Hodgesiella rebeli

Scientific classification
- Kingdom: Animalia
- Phylum: Arthropoda
- Class: Insecta
- Order: Lepidoptera
- Family: Cosmopterigidae
- Genus: Hodgesiella
- Species: H. rebeli
- Binomial name: Hodgesiella rebeli (Krone, 1905)
- Synonyms: Stagmatophora rebeli Krone, 1905;

= Hodgesiella rebeli =

- Authority: (Krone, 1905)
- Synonyms: Stagmatophora rebeli Krone, 1905

Species of moth

Hodgesiella rebeli is a moth in the family Cosmopterigidae. It is found in Italy, Croatia, Hungary, Romania, North Macedonia, Albania and Greece.

== Description ==
The wingspan is 11–12 mm.
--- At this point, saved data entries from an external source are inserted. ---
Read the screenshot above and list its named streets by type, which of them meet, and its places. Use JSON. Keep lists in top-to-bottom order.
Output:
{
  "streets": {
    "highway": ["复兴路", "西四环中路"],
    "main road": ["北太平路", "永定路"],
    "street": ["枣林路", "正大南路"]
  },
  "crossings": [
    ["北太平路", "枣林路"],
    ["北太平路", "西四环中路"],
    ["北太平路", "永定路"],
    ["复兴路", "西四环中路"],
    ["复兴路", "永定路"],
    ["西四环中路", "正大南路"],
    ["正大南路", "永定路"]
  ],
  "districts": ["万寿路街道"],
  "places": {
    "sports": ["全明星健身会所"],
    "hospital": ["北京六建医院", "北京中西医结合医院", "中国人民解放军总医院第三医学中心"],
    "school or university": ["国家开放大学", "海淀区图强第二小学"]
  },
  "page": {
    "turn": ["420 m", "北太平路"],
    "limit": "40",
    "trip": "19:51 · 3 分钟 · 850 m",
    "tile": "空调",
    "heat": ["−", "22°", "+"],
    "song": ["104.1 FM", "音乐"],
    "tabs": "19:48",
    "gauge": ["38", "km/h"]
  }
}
The ground colour of the forewings is black with three white lines. The hindwings are whitish grey.

== Larvae ==
The larvae feed on Convolvulus althaeoides, Convolvulus althaeoides tenuissimus and Convolvulus cantabrica. They mine the leaves of their host plant. The mine starts as a narrow gallery where all the frass is concentrated. This narrow area quickly widens into a large blotch. The larvae create silk, which they deposit in the mine, causing some length folds to develop. The larvae can be found in May.